◆ TASK:
Search the records for the string "Keep" and copy every line where it turns up.

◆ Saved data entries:
----------------------------------------
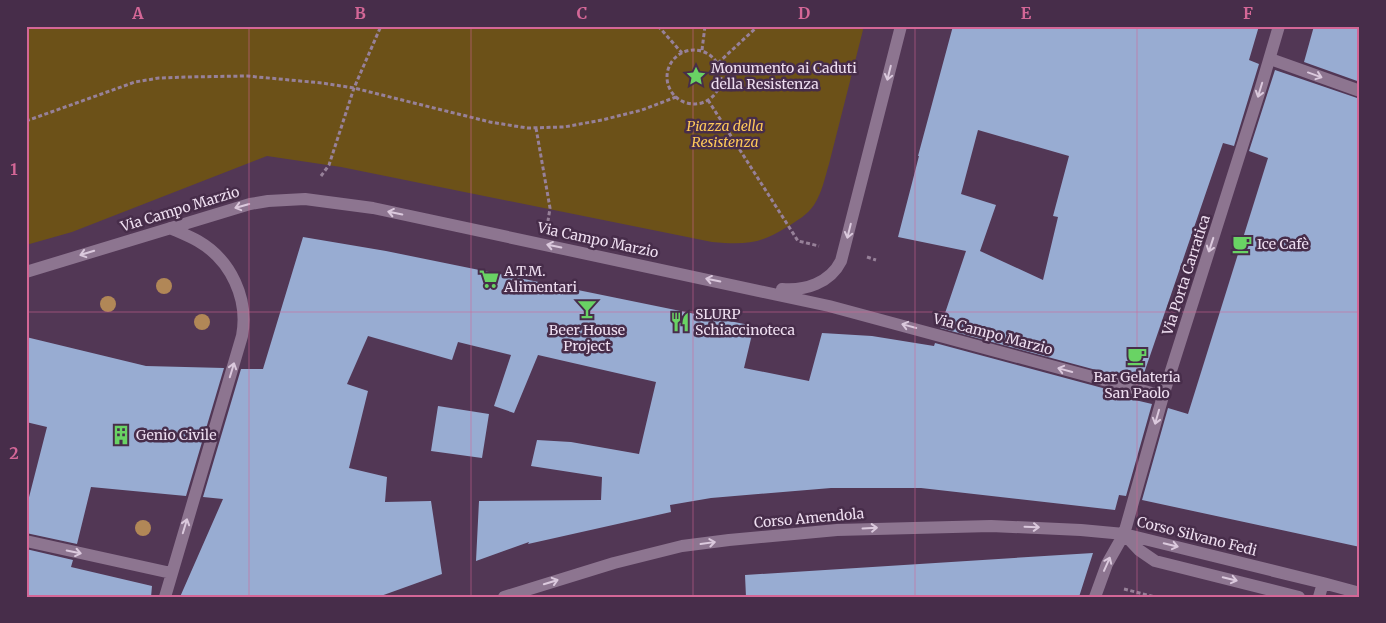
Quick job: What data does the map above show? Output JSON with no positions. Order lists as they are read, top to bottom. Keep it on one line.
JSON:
{"streets":{"street":["Via Campo Marzio","Via Porta Carratica","Corso Amendola","Corso Silvano Fedi"]},"crossings":[["Via Campo Marzio","Via Porta Carratica"],["Via Porta Carratica","Corso Amendola"],["Via Porta Carratica","Corso Silvano Fedi"],["Corso Amendola","Corso Silvano Fedi"]],"one_way":["Via Campo Marzio","Corso Amendola","Corso Silvano Fedi"],"parks":["Piazza della Resistenza"],"places":{"place":["Monumento ai Caduti della Resistenza"],"cafe":["Ice Cafè","Bar Gelateria San Paolo"],"supermarket":["A.T.M. Alimentari"],"bar":["Beer House Project"],"restaurant":["SLURP Schiaccinoteca"],"building":["Genio Civile"]},"grid":{"columns":["A","B","C","D","E","F"],"rows":["1","2"]}}
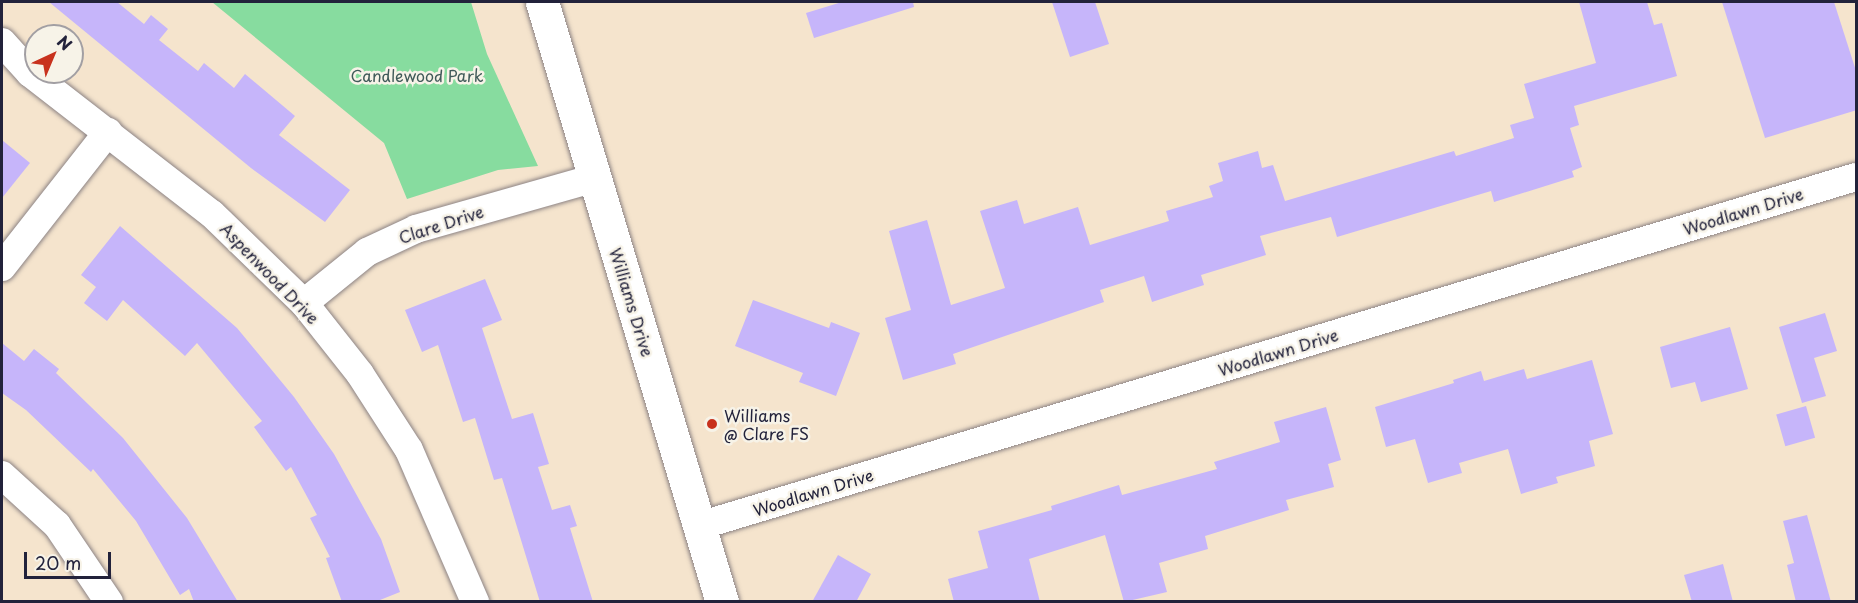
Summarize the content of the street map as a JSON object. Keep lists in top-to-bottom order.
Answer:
{
  "streets": {
    "street": [
      "Woodlawn Drive",
      "Clare Drive",
      "Aspenwood Drive",
      "Williams Drive"
    ]
  },
  "crossings": [
    ["Woodlawn Drive", "Williams Drive"],
    ["Clare Drive", "Aspenwood Drive"],
    ["Clare Drive", "Williams Drive"]
  ],
  "parks": ["Candlewood Park"],
  "places": ["Williams @ Clare FS"],
  "scale_bar": "20 m",
  "north": "top right"
}
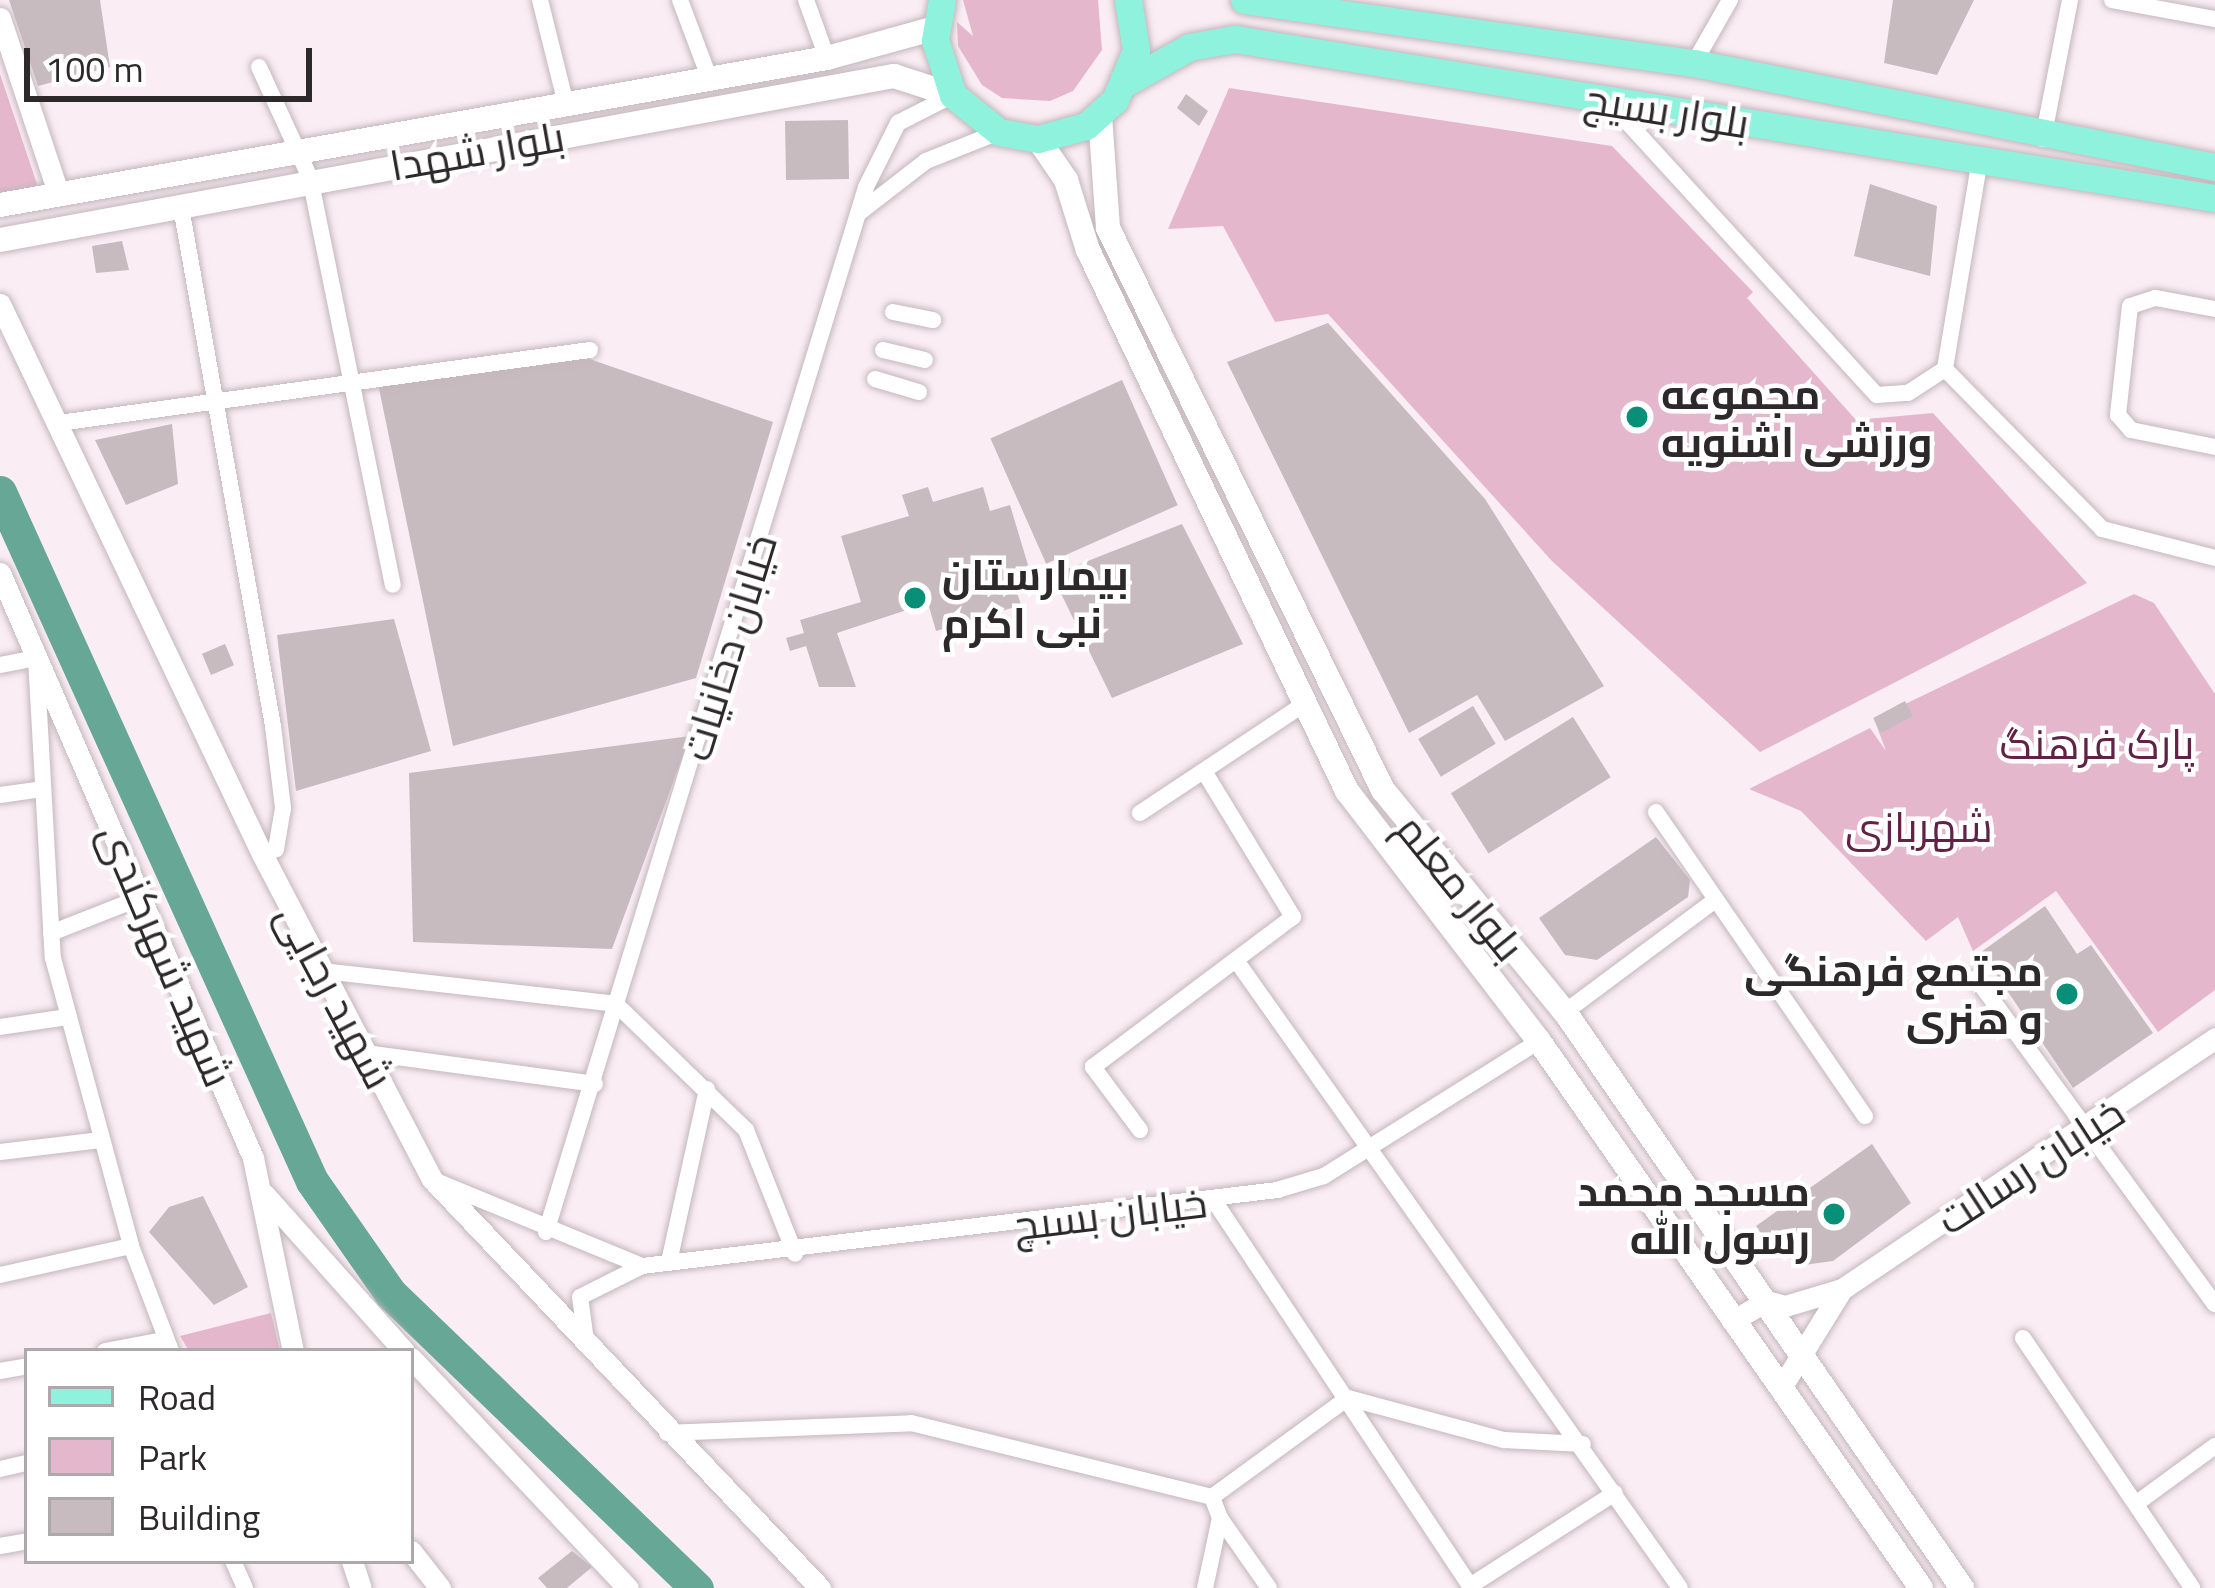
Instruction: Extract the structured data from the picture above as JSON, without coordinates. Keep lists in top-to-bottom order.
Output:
{
  "streets": {
    "main road": ["بلوار بسیج", "بلوار شهدا", "بلوار معلم"],
    "street": [
      "خیابان دخانیات",
      "شهید شهرکندی",
      "شهید رجایی",
      "خیابان رسالت",
      "خیابان بسبچ"
    ]
  },
  "crossings": [
    ["بلوار شهدا", "خیابان دخانیات"],
    ["بلوار معلم", "خیابان بسبچ"]
  ],
  "parks": ["پارک فرهنگ", "شهربازی"],
  "places": [
    "مجموعه ورزشی اشنویه",
    "بیمارستان نبی اکرم",
    "مجتمع فرهنگی و هنری",
    "مسجد محمد رسول الله"
  ],
  "legend": ["Road", "Park", "Building"],
  "scale_bar": "100 m"
}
----------------------------------------
◆ ANSWER BOX:
Quick job: What data does the map above show? Output JSON with no positions. Order lists as they are read, top to bottom. Keep it on one line.
Summarize the content of the street map as a JSON object. Keep lists in top-to-bottom order.
Instruction: Extract the structured data from the picture above as JSON, without coordinates. Keep lists in top-to-bottom order.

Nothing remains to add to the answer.